= WORK ORDER =
Reading the data below, count the lines that carry the string "roads". Give nothing but the count.

-- MATERIALS PROVIDED follows --

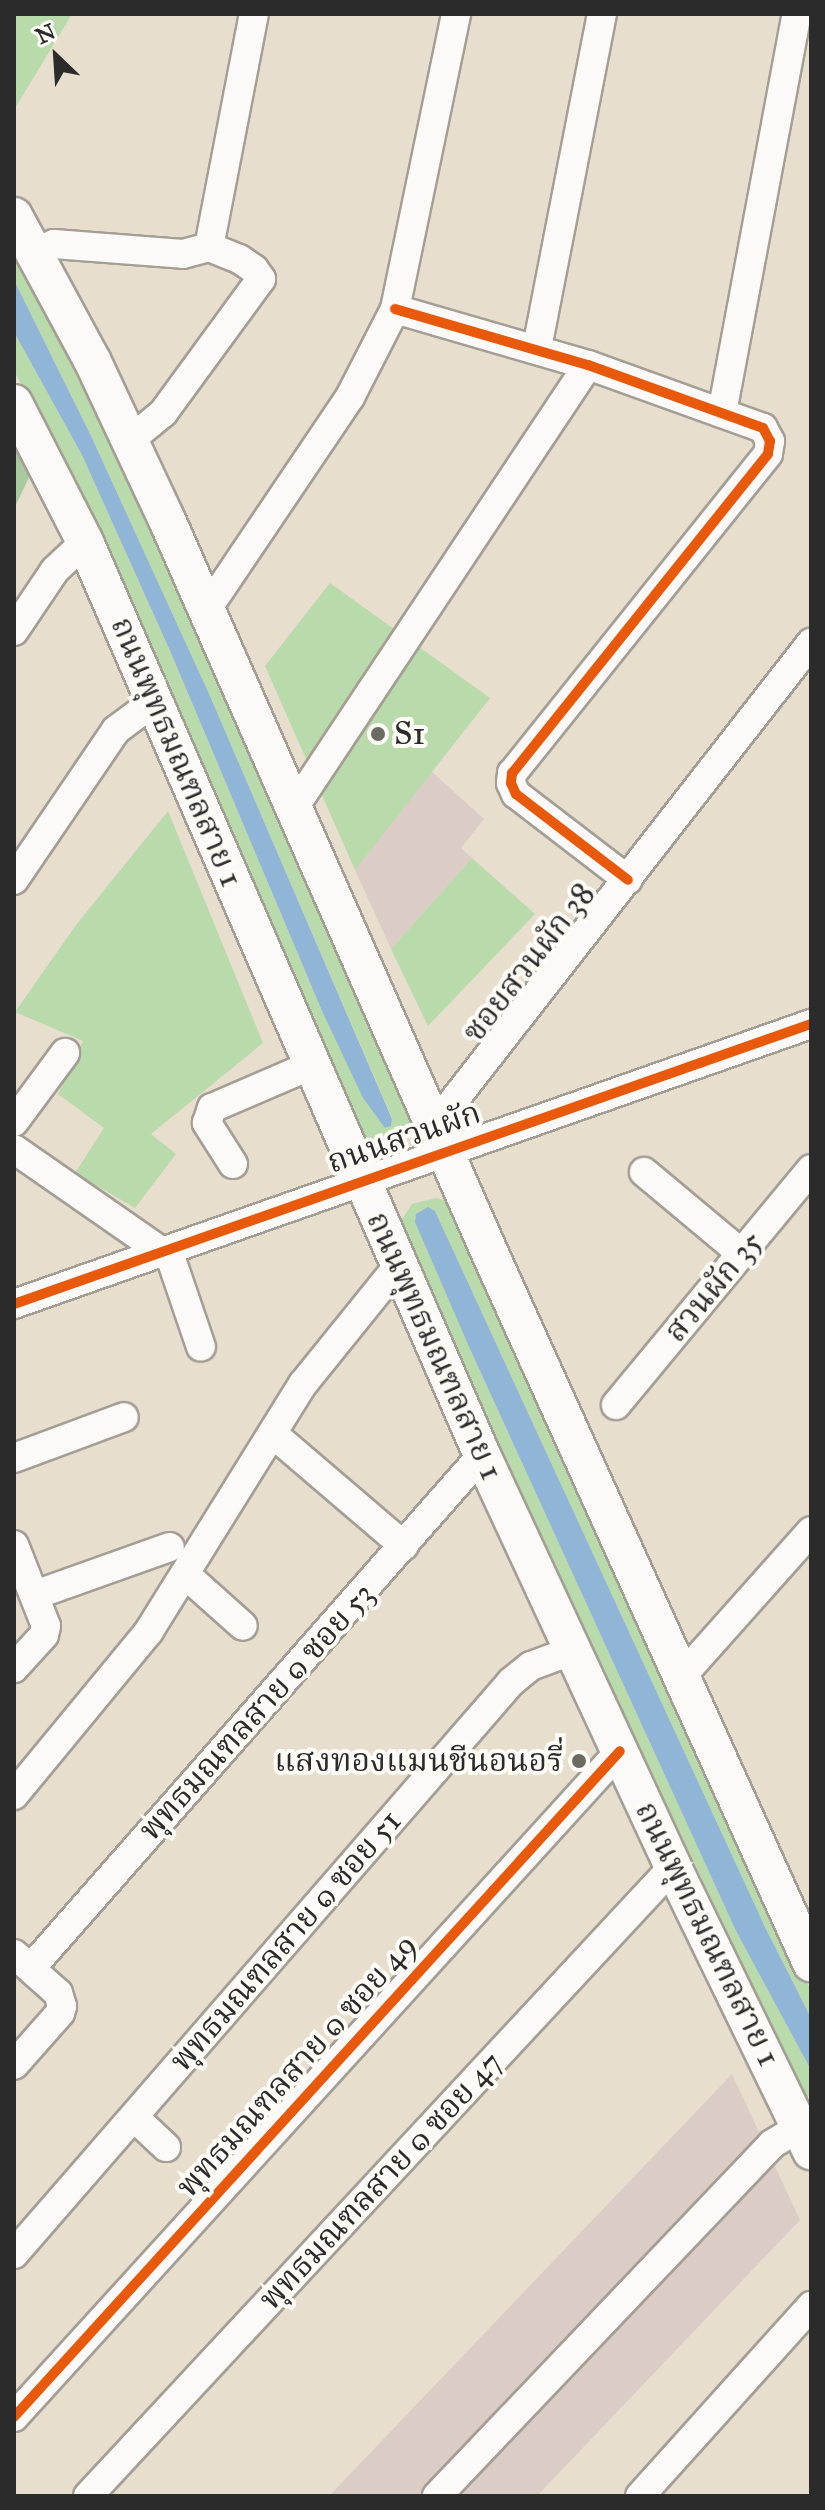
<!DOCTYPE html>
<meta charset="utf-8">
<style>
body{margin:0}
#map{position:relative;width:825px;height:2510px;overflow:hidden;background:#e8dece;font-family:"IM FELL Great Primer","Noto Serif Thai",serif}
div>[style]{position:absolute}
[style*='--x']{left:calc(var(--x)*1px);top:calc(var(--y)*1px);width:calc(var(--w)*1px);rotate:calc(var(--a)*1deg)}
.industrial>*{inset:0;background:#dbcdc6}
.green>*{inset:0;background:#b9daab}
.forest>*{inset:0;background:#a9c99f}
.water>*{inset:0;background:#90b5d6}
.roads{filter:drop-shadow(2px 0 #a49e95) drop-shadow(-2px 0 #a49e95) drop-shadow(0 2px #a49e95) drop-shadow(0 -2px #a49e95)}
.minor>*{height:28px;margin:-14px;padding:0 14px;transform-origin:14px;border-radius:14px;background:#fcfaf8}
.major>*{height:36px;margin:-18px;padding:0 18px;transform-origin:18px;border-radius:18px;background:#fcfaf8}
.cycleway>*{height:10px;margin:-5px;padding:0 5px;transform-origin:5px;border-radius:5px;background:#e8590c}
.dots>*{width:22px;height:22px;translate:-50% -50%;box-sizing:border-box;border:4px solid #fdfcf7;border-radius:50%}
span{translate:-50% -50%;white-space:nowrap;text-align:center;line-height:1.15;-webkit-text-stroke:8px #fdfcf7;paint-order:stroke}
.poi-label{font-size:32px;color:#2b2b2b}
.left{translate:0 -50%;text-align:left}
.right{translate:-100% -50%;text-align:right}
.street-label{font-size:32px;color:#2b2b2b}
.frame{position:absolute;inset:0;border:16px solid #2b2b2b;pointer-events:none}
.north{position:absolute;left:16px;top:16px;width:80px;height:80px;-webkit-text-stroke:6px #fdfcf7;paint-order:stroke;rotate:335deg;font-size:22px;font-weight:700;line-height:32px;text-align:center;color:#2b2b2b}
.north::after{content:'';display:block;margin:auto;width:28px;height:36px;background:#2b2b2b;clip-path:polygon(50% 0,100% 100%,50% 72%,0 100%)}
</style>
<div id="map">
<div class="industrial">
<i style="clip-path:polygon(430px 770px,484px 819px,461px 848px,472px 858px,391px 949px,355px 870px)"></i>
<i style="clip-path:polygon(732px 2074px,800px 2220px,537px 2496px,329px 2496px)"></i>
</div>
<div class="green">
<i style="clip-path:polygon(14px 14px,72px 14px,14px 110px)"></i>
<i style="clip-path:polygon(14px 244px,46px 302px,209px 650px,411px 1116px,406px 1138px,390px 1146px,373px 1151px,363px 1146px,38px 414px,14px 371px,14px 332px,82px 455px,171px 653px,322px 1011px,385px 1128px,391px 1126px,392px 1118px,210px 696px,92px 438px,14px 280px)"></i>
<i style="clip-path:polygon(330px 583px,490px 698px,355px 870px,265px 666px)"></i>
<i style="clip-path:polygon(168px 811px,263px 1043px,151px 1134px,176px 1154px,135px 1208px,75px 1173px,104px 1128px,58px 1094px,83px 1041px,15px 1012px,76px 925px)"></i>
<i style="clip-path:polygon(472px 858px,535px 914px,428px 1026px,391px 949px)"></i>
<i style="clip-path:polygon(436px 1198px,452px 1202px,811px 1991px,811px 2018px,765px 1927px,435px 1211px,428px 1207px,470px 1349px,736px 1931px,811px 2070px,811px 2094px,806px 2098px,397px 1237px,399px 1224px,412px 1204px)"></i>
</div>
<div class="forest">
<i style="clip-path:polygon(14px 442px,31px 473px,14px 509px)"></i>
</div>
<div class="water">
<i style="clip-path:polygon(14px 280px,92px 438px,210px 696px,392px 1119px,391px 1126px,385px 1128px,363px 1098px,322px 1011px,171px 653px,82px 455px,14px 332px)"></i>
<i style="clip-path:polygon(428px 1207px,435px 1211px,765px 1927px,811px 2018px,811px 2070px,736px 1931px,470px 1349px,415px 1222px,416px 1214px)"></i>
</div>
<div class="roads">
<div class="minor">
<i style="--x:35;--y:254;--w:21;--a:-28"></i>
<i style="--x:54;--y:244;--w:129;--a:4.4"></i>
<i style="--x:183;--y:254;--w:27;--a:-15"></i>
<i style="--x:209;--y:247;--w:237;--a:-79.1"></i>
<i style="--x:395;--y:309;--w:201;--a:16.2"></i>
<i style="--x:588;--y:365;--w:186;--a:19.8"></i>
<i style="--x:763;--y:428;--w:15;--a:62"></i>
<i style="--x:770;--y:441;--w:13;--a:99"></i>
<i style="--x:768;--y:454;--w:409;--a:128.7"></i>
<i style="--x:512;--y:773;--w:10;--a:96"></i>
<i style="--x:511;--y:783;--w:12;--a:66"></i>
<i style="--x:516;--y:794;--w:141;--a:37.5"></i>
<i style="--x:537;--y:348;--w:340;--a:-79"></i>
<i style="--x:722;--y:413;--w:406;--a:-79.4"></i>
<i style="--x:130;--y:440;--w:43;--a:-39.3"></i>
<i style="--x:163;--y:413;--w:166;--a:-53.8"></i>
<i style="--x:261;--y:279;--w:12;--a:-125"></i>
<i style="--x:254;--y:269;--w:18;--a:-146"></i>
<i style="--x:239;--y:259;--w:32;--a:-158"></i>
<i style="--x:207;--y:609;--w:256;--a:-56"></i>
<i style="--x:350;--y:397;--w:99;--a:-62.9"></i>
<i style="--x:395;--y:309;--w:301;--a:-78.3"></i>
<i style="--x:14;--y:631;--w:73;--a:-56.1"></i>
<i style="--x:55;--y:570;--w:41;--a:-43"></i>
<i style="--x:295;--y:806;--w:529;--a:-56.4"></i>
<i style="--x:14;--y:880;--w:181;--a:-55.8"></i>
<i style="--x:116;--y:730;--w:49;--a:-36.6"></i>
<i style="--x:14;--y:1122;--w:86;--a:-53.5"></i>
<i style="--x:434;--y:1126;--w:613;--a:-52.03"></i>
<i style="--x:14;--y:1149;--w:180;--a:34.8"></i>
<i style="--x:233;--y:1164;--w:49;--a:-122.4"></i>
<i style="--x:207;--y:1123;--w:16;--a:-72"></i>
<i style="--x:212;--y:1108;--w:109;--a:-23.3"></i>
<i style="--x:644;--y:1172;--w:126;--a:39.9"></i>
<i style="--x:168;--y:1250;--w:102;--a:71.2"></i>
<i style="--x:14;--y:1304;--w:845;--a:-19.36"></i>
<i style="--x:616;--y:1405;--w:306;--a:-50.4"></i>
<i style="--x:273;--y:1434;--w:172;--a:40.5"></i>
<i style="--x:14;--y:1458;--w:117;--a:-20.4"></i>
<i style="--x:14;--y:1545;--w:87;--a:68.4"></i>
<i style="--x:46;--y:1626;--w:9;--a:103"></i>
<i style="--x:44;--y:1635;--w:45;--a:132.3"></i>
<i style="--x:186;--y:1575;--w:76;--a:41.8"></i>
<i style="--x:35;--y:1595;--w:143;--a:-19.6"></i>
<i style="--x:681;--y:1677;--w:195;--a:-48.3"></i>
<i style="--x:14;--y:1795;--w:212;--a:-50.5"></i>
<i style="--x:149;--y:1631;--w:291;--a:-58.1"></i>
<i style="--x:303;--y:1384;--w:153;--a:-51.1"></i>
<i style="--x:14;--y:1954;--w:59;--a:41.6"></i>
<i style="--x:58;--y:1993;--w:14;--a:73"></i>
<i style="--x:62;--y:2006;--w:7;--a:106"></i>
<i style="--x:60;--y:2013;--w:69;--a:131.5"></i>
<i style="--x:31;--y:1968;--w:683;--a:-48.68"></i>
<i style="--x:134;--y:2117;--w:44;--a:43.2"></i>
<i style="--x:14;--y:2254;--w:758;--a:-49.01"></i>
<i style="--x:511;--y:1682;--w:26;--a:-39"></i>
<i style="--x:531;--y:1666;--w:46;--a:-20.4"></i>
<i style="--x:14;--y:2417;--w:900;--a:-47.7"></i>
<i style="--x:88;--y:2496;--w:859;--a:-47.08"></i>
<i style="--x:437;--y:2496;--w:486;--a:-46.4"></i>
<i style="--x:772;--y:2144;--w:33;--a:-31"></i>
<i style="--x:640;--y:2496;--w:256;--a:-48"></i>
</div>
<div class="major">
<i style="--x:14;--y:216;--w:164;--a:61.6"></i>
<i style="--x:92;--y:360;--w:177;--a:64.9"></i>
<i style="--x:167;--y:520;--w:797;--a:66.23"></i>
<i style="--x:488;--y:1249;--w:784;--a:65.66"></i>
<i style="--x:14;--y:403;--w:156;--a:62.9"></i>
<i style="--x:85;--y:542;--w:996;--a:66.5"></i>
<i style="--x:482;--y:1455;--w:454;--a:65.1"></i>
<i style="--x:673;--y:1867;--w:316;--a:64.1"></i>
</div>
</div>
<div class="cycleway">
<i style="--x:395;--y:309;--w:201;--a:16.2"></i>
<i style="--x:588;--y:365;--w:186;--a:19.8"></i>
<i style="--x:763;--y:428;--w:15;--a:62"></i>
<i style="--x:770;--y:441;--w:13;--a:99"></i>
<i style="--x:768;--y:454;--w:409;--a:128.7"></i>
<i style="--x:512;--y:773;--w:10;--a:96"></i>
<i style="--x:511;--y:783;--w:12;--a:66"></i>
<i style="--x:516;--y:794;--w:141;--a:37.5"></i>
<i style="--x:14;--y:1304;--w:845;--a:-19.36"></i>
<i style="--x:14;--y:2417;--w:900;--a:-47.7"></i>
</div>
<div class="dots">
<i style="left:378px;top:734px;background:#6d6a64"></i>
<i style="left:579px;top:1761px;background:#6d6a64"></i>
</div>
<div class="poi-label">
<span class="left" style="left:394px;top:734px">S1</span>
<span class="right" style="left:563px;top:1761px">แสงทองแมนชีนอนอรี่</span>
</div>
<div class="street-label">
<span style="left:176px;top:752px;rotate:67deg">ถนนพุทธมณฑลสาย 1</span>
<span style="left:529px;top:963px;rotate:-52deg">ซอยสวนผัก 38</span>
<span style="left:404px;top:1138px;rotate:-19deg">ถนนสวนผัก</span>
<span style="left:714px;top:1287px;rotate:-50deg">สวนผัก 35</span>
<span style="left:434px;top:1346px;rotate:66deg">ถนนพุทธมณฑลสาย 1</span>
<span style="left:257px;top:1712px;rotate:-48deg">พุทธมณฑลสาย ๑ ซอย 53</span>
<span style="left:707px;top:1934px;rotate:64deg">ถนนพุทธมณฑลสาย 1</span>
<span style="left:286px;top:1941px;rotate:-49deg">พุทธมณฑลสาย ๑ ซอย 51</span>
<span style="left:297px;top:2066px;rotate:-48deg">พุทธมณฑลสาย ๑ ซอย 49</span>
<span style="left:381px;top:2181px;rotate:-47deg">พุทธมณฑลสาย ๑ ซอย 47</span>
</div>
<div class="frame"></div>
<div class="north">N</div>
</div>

-- MATERIALS PROVIDED concluded --

= COMPLETED EXERCISE =
2